[Tutor] Type annotation errors

Fri Jun 5 05:13:40 EDT 2020

> In terms of following along with Beazley's course material this would be
> cheating.  Classes have not been presented yet.  Even very simple ones.
> ~(:>))
> 
>> PPS: For someone who knows a little C the obvious fix for your version 
>> is to
>> cast the union to the expected type:

This is a little difficult to rationalise:
- we are not trying to get ahead of the course material
- but we are prepared to launch into complex (if not complicated) mypy
Apologies, I can see the 'why' but can't help but feel it is only that 
imbalance which has led to the problem...

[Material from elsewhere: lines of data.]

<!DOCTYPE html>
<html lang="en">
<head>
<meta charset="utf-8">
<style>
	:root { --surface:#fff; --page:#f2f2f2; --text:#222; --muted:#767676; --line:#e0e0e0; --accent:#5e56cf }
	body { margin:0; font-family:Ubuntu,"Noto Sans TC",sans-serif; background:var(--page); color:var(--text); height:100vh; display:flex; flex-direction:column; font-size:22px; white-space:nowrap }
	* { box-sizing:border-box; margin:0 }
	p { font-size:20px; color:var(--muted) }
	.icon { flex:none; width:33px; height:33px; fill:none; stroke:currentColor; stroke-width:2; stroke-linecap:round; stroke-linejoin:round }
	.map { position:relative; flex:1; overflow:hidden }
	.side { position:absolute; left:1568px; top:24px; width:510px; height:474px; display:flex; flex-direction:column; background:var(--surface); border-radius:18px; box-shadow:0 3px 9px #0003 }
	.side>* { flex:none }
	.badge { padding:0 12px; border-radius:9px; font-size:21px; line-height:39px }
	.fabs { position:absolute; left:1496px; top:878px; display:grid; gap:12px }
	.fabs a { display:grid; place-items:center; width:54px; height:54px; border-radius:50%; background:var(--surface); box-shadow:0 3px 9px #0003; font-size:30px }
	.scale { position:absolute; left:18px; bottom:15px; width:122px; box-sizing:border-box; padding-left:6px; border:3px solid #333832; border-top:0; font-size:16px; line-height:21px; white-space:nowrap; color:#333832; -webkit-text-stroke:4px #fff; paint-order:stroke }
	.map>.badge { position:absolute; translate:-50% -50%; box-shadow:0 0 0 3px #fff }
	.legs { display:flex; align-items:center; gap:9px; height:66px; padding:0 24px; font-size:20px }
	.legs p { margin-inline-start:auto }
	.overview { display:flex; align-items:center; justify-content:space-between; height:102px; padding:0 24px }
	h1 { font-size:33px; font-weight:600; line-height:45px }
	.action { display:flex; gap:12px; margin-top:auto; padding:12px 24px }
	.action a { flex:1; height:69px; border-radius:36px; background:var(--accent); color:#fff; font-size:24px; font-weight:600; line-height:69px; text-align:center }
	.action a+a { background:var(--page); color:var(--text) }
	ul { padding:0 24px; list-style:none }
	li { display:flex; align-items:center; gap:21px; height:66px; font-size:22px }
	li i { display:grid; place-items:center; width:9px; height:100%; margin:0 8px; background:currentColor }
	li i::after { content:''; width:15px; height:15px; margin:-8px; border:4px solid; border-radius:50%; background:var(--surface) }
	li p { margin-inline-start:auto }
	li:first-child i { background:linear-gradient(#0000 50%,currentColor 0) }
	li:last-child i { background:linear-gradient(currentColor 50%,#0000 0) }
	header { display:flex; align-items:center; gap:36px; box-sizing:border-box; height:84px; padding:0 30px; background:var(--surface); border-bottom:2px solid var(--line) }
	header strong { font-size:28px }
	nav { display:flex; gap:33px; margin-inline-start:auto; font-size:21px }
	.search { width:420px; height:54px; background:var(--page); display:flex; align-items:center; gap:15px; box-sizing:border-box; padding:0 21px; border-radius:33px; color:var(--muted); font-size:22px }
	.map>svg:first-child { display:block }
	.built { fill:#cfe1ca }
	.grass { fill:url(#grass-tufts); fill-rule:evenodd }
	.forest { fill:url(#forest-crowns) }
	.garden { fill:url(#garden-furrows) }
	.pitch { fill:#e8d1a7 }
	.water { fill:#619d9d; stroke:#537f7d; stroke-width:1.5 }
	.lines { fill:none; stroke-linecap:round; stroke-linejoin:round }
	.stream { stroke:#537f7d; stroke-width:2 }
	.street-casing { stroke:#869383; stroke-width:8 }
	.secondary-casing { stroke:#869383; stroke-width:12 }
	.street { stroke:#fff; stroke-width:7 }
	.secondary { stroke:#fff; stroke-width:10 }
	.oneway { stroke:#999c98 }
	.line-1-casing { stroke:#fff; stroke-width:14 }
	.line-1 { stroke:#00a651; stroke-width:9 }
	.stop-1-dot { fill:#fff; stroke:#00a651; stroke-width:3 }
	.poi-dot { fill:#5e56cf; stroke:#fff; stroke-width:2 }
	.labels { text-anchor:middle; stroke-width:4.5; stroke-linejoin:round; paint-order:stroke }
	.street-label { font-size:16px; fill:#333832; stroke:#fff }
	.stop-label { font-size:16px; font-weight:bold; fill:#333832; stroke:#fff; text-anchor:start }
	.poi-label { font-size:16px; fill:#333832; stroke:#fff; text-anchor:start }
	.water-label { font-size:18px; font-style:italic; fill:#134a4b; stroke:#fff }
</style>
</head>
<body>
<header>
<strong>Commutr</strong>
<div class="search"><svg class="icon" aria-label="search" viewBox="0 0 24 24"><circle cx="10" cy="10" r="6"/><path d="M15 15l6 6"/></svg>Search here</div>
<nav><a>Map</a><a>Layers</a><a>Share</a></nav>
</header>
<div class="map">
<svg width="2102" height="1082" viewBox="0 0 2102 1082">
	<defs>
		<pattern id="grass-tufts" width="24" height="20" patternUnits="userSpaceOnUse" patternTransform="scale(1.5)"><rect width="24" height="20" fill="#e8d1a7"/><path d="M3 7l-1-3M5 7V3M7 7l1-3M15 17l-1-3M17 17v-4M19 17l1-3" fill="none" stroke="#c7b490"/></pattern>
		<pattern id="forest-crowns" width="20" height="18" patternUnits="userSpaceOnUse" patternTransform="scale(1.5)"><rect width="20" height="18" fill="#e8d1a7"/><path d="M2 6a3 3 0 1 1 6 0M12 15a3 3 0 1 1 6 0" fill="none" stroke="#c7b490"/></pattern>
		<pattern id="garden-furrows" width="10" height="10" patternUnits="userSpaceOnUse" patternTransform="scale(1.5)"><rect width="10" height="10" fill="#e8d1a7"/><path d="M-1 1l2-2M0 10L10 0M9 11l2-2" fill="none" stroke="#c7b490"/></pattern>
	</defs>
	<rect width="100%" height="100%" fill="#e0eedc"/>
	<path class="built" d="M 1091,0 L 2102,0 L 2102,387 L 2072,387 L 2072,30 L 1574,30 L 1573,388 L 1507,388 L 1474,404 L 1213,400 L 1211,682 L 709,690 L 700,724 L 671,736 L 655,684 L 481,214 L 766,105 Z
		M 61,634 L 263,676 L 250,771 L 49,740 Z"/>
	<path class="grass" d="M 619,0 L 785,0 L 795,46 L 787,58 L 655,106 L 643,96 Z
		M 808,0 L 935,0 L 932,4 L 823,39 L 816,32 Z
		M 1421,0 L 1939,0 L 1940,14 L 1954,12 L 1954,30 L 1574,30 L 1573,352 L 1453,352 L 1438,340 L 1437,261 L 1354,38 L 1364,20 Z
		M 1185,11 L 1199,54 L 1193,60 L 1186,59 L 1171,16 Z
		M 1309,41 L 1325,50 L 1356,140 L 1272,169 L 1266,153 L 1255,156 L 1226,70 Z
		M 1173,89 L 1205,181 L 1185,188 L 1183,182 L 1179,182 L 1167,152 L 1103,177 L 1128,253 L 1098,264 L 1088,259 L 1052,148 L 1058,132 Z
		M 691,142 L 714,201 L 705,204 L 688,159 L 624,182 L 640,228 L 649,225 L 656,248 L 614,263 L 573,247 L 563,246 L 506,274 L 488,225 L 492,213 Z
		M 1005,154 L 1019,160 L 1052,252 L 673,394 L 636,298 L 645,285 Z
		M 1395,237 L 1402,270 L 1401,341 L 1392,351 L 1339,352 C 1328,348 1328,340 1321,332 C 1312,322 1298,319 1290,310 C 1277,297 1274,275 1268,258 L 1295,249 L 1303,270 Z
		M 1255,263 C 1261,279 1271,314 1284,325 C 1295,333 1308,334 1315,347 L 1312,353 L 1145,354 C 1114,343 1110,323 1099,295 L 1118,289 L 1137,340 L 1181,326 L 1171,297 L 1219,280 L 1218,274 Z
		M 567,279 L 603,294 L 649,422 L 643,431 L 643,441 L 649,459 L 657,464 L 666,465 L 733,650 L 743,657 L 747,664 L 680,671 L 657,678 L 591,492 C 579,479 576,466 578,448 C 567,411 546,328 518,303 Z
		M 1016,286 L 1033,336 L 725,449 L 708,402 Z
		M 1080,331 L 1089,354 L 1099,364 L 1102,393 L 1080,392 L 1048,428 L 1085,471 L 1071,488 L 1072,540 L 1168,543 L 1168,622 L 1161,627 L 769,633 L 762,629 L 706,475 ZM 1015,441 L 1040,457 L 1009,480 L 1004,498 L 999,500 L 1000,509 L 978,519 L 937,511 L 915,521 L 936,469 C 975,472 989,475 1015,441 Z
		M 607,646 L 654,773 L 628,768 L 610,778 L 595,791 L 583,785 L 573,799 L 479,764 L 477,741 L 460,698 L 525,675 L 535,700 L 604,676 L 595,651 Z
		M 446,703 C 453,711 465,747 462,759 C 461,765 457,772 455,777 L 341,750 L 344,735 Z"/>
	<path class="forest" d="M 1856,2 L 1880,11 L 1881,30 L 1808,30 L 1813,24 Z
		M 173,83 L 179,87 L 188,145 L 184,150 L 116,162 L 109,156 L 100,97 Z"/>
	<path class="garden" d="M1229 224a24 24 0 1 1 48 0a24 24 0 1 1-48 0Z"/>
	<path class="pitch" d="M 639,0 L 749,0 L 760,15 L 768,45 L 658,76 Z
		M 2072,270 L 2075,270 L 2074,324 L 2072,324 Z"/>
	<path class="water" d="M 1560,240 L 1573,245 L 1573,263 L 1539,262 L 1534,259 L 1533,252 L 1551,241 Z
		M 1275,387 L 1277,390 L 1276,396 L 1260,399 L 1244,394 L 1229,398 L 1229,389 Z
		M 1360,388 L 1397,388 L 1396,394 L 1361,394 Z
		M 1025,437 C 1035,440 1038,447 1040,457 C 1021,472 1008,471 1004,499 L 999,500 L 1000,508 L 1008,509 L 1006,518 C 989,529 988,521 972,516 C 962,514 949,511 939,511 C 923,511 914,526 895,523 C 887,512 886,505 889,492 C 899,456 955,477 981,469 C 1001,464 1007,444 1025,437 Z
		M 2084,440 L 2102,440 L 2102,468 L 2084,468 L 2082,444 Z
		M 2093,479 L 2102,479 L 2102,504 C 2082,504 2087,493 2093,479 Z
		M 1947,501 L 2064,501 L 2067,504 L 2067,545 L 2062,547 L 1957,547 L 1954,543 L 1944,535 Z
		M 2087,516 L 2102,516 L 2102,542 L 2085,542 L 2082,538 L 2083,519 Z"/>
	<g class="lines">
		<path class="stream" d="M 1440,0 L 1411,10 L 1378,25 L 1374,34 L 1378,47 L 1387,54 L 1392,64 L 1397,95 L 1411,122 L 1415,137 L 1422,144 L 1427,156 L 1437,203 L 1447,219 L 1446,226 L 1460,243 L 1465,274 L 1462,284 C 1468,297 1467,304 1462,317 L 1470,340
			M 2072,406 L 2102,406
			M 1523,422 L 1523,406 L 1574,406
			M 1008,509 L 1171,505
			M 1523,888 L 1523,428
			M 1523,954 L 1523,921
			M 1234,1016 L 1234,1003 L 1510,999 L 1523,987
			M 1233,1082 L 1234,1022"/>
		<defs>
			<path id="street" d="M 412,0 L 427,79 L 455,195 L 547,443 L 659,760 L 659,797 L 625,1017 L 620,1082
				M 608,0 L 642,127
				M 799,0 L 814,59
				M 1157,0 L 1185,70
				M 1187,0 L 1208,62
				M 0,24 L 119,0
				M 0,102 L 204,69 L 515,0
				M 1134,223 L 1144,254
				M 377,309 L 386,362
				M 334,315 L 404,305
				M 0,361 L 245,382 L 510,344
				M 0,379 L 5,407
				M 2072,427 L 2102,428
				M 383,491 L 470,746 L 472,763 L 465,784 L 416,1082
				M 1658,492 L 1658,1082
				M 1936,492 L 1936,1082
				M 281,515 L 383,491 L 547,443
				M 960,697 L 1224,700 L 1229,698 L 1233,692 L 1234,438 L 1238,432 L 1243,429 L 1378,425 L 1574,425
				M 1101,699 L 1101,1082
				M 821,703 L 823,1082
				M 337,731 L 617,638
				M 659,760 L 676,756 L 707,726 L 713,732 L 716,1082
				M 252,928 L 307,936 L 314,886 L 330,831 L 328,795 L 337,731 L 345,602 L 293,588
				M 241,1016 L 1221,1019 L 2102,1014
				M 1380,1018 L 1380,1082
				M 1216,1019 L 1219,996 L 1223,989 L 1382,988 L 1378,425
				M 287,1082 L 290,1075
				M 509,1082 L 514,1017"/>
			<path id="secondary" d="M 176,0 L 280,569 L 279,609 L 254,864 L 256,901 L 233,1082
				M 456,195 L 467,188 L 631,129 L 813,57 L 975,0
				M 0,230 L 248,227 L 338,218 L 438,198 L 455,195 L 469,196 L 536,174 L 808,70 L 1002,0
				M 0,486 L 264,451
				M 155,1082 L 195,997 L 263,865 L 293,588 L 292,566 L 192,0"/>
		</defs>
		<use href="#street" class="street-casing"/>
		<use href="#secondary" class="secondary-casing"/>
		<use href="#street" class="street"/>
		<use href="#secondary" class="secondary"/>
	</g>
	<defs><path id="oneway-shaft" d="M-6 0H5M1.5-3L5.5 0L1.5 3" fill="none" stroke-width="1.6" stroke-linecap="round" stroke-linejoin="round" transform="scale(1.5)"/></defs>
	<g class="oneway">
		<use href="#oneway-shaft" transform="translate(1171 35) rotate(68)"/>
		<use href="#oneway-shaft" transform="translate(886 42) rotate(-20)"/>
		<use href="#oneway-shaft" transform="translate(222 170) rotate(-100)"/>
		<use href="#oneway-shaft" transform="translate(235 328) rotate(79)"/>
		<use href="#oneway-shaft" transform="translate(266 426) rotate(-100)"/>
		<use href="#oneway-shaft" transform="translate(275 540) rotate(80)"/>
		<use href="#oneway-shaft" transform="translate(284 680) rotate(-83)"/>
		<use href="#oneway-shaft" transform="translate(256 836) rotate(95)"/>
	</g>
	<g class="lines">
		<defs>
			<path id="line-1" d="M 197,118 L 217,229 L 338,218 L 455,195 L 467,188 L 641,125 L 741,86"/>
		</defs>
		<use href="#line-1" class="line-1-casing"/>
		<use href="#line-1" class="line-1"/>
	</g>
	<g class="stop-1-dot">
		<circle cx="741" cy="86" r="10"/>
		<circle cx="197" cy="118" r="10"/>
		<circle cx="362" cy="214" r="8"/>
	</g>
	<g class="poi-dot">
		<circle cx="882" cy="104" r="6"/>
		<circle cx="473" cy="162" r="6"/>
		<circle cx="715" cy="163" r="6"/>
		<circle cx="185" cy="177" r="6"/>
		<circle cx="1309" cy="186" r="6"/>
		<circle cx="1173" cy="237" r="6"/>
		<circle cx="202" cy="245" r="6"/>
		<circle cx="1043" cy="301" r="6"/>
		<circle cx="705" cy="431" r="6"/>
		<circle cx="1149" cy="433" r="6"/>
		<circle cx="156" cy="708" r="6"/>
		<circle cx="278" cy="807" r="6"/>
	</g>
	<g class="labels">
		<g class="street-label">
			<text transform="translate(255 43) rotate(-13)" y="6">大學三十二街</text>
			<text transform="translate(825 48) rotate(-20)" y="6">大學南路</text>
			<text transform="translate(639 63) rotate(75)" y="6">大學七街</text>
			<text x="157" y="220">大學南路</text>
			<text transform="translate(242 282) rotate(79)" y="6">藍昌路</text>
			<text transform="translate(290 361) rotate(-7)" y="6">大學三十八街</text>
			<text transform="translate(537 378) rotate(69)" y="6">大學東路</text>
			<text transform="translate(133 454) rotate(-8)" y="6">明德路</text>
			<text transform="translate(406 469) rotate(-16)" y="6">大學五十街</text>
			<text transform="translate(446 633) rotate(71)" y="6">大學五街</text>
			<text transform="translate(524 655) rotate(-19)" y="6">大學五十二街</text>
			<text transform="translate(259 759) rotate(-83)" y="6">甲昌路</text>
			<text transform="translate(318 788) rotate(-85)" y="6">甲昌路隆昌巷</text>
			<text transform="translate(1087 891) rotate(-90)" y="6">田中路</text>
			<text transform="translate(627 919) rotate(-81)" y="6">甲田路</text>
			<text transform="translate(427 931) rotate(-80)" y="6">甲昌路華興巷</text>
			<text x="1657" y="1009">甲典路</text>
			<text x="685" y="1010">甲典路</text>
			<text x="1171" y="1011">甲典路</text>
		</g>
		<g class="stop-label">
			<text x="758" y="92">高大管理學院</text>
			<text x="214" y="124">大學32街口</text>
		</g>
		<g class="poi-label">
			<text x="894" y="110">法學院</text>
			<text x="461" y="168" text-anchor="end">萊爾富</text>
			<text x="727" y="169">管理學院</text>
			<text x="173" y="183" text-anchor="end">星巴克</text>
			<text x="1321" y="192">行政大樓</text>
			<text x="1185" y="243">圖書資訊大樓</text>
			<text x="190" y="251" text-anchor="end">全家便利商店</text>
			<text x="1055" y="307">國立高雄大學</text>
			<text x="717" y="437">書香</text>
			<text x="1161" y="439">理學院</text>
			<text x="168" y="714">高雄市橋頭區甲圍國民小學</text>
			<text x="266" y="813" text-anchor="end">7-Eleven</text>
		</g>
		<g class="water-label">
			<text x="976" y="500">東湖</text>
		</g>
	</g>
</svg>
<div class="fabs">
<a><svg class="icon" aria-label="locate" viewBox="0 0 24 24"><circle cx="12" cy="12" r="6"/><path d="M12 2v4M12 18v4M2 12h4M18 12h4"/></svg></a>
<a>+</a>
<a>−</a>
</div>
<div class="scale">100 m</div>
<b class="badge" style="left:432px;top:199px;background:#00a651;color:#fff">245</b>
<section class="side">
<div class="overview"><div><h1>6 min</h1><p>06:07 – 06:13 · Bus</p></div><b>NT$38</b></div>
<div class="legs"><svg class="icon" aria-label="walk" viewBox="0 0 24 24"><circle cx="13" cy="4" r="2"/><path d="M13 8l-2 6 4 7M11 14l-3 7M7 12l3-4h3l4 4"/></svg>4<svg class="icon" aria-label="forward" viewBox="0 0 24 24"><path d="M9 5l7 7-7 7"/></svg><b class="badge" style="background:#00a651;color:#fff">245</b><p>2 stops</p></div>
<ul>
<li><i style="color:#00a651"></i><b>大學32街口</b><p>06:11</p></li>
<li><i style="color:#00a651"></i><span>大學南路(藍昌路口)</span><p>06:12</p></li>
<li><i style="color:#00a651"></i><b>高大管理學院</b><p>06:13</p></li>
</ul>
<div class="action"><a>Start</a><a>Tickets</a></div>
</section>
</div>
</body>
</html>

I'd like to discuss the (actual) problem, and then dispute the 
claim-pursuant:

[from another part of the thread]
<<<
In this exercise set he wishes to create a module fileparse which can
accept a csv-like file and allow one to obtain a list of dictionaries (one
per file row) if the file has headers or a list of tuples if not,
representing the collection of records.  Additionally he wishes to allow
for setting arguments to choose only certain data columns (If the file has
headers), do type conversions by providing a list of functions to do the
conversions, and setting a different delimiter than the default comma.  At
the end of the exercises he comments:

"If you’ve made it this far, you’ve created a nice library function that’s
genuinely useful. You can use it to parse arbitrary CSV files, select out
columns of interest, perform type conversions, without having to worry too
much about the inner workings of files or the csv module."
 >>>

I'm firmly joining with others who have suggested that rather than 
"nice" it is actually quite 'ugly'. The routine, as-is, violates the 
Single Responsibility Principle (SRP). It is trying to deal with CSV 
files that have column headings AND those which don't. That's not an 
horrendous crime, per-se (but see later). However, the idea that the 
routine will output either a list of dicts or a list of tuples, most 
certainly is a major transgression!

The Zen of Python says "Simple is better than complex. Complex is better 
than complicated.". Which of the three describes that code?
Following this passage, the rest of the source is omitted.